Fascinating comments here. Stephanie, your thoughts about the arts and media images really hits the nail. It's hard to judge oneself in a positive light when the world around us is judging us as objects rather than actors. Aspen, I'm glad to know that Buckingham's theories have helped you. Too bad he's so far off base when it comes to women and happiness. I don't doubt he's a good person, but you know, sometimes injustice is so pervasive in the culture around us that we can't see it. I'm betting that's what's going on with him. Joan, I would have liked your grandmother. And probably Julie's!

great column. i have sent

great column. i have sent it to 6 of my close women friends in case they overlook it in the hurry and flurry of the week-end.
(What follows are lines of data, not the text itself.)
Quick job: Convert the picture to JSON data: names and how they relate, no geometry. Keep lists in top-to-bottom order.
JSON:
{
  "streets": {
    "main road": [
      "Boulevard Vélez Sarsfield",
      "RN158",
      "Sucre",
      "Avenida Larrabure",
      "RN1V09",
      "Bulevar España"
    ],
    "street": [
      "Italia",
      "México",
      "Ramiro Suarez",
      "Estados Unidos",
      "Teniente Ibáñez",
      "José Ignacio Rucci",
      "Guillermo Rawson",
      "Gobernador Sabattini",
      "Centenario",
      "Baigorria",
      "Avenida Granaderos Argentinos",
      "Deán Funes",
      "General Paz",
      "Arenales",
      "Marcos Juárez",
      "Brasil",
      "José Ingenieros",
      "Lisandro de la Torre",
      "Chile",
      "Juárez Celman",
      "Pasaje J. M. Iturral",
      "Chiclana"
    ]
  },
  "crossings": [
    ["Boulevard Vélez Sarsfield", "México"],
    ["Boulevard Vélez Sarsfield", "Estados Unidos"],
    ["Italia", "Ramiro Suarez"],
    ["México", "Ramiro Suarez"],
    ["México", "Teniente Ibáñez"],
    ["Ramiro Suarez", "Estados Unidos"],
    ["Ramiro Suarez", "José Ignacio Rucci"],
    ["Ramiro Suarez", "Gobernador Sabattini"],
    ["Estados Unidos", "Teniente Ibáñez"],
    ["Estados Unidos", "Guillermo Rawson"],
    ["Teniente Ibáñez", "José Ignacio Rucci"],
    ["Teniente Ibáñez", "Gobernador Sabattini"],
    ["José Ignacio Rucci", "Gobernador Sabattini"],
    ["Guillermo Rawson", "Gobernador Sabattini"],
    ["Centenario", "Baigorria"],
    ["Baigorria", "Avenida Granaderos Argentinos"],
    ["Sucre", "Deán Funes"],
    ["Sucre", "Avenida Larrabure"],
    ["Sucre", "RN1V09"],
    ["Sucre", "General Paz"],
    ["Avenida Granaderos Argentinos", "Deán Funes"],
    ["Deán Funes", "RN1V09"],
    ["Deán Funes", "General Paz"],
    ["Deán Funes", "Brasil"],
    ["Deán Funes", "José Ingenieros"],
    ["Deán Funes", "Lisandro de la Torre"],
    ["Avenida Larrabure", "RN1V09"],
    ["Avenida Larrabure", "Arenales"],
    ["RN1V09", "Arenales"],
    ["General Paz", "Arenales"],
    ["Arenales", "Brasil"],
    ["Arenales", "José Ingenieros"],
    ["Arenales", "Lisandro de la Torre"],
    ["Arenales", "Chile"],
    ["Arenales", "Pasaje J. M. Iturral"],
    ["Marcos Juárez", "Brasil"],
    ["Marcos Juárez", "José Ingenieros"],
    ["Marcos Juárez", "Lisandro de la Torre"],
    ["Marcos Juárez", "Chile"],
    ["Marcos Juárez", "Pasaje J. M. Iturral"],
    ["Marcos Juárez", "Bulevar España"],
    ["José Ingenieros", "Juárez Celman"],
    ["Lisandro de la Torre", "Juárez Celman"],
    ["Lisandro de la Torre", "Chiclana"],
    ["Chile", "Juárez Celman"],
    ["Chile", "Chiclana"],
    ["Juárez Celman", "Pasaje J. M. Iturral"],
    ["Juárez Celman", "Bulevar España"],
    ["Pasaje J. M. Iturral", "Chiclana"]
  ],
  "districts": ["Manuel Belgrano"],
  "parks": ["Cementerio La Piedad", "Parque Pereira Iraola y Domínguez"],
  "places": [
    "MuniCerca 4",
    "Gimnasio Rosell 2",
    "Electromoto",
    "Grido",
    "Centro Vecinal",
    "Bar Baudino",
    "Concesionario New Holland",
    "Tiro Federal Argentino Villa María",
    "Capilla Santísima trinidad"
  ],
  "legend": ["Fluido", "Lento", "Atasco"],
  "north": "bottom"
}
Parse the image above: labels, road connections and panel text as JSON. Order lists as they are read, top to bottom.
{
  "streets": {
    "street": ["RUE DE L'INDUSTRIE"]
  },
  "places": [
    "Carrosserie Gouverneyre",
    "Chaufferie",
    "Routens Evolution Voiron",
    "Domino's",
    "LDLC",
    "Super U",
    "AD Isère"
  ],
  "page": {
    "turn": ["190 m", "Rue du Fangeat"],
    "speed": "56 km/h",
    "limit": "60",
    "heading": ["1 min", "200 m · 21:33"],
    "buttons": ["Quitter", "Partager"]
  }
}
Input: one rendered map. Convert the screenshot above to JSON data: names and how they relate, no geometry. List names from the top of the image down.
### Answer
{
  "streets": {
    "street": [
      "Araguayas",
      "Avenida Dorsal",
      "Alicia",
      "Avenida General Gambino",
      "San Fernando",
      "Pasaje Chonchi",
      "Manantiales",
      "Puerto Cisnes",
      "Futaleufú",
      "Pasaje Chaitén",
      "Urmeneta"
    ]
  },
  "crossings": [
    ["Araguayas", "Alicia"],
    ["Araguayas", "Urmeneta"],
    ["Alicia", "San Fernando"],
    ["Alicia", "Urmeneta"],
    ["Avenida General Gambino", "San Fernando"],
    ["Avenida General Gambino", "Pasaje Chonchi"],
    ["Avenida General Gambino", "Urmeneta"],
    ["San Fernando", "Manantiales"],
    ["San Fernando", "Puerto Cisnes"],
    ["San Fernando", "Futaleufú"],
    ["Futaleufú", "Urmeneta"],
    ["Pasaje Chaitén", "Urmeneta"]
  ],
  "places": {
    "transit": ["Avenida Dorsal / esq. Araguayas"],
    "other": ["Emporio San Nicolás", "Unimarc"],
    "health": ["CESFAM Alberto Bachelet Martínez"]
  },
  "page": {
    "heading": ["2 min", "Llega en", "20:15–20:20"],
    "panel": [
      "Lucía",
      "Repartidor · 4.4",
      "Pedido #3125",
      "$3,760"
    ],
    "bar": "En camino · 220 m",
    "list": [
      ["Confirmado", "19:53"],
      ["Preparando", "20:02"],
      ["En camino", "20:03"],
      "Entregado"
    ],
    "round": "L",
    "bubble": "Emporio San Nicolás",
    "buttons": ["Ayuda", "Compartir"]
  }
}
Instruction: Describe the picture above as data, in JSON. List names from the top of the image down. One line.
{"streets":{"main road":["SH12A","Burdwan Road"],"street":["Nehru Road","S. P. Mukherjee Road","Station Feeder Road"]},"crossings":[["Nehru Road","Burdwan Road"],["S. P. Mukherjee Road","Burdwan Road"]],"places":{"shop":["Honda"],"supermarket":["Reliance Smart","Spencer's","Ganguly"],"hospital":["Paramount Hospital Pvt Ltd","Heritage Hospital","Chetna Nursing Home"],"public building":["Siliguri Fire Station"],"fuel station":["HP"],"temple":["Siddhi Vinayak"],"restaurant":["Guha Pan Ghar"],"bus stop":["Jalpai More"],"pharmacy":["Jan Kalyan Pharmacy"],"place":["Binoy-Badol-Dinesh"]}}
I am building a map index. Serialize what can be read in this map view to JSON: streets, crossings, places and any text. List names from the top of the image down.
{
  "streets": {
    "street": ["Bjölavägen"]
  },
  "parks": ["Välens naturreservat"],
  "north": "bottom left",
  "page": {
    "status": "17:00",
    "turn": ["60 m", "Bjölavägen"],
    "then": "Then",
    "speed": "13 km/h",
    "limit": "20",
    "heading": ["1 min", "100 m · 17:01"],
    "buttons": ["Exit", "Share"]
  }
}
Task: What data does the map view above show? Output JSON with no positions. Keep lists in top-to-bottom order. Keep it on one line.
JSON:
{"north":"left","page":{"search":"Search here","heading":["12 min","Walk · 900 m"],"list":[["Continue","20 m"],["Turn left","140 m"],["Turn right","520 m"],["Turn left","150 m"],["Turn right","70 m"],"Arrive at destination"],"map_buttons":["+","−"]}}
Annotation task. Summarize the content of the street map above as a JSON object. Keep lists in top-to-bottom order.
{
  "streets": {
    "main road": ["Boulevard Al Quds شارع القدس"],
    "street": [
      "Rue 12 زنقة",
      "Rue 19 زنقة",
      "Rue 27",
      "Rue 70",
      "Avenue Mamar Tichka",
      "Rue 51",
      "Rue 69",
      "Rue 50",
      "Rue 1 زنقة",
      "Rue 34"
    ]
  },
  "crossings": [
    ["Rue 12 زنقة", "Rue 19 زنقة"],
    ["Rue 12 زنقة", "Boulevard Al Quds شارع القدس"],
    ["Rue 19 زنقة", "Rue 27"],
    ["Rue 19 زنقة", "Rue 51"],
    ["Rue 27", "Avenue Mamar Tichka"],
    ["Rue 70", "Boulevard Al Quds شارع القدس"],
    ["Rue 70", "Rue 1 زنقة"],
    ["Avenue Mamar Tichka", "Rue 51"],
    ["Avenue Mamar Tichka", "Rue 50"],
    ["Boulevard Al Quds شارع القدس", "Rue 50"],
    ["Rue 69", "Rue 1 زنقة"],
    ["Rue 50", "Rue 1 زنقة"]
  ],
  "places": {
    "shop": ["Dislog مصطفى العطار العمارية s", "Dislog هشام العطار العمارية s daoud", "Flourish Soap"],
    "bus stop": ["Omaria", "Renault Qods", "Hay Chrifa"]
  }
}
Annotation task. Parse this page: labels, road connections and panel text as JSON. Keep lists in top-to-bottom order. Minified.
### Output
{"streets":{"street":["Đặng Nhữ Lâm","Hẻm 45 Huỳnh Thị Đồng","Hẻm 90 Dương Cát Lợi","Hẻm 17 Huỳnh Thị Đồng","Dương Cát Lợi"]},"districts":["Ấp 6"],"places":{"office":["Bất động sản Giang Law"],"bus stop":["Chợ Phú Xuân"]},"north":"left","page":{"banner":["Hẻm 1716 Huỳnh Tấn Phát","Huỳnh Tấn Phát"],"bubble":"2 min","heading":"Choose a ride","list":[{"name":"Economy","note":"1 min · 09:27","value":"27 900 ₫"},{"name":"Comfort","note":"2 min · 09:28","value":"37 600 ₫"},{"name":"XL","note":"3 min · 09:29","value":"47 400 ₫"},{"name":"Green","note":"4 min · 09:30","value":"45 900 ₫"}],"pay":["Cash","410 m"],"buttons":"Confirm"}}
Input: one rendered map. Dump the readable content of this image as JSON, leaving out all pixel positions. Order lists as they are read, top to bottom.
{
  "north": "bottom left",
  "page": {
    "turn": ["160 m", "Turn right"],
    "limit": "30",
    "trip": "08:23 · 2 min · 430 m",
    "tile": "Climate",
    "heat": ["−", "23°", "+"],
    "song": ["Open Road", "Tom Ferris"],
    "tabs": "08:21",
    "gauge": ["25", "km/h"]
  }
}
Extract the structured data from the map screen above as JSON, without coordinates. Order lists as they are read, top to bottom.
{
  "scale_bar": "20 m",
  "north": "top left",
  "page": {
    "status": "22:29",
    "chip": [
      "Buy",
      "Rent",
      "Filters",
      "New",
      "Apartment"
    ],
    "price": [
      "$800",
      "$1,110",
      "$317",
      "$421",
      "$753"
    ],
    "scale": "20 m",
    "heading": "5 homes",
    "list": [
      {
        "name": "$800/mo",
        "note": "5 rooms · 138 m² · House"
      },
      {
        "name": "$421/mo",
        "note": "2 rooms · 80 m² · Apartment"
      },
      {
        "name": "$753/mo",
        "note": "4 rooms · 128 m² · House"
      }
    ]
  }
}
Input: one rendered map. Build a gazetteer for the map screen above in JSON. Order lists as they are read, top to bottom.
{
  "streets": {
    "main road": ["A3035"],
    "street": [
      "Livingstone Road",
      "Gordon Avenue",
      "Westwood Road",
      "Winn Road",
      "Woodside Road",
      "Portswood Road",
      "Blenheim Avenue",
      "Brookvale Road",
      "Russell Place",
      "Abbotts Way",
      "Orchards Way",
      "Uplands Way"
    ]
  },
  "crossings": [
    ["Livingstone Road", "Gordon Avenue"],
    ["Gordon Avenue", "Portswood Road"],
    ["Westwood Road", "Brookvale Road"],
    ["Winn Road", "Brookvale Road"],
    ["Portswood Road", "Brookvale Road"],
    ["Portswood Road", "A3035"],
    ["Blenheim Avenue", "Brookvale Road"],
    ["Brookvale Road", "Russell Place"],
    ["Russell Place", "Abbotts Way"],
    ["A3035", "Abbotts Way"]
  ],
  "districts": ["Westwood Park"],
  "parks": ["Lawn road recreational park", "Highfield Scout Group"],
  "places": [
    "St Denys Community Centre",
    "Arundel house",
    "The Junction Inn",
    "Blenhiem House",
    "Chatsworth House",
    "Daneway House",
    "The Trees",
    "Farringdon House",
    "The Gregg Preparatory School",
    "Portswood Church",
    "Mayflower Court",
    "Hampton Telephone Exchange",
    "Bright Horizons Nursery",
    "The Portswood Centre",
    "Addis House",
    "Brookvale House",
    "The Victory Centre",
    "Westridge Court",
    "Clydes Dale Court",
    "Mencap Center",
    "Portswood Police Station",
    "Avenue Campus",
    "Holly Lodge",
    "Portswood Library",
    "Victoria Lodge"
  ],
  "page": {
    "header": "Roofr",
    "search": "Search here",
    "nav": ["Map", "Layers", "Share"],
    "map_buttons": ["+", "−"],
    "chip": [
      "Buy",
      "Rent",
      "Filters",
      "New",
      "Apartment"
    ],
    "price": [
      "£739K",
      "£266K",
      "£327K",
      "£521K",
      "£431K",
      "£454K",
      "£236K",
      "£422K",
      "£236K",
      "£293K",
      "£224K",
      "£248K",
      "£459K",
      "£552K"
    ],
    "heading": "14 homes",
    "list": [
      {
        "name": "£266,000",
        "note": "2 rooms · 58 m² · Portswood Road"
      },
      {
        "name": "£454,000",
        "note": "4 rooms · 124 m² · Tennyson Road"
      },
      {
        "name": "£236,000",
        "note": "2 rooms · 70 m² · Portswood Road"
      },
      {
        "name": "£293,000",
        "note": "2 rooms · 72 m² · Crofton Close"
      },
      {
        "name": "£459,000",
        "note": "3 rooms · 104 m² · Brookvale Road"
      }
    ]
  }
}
I read the Buckingham piece

I read the Buckingham piece on HP, and found it to be facile and disingenuous, and Gloria and Joan Koerber-Walker captured, I think, the commercial motivation behind it. Others commenting here have offered heart-warming testimonials to rebut the general Buckingham conclusion -- for that I thank all of you. I helped raise 3 daughters and 2 sons, and would hate to think that my teaching my girls to be self-directed, ego-sufficient women, fully capable AND ENTITLED to pursue their dreams, ambitions, talents and goals in life would lead to their "unhappiness." So far as I can tell, it hasn't. Also, so far as I can tell, my sons learned the intended lesson that women are to be respected for who they are as persons, and treated as equals (at least) in relationships and in the world. They, too, seem to have learned the lesson well. I think Anonymous @ 02:04 (duplicated @ 02:25) also captured at least one of the essential factors that we all have to guard against: allowing so-called "authorities" or advertising "idols" to define who we are or should be. To permit that is to abrogate one's core humanity, and to sacrifice ANY hope of achieving anything like "happiness," which is, after all, a purely dynamic rather than static state of being.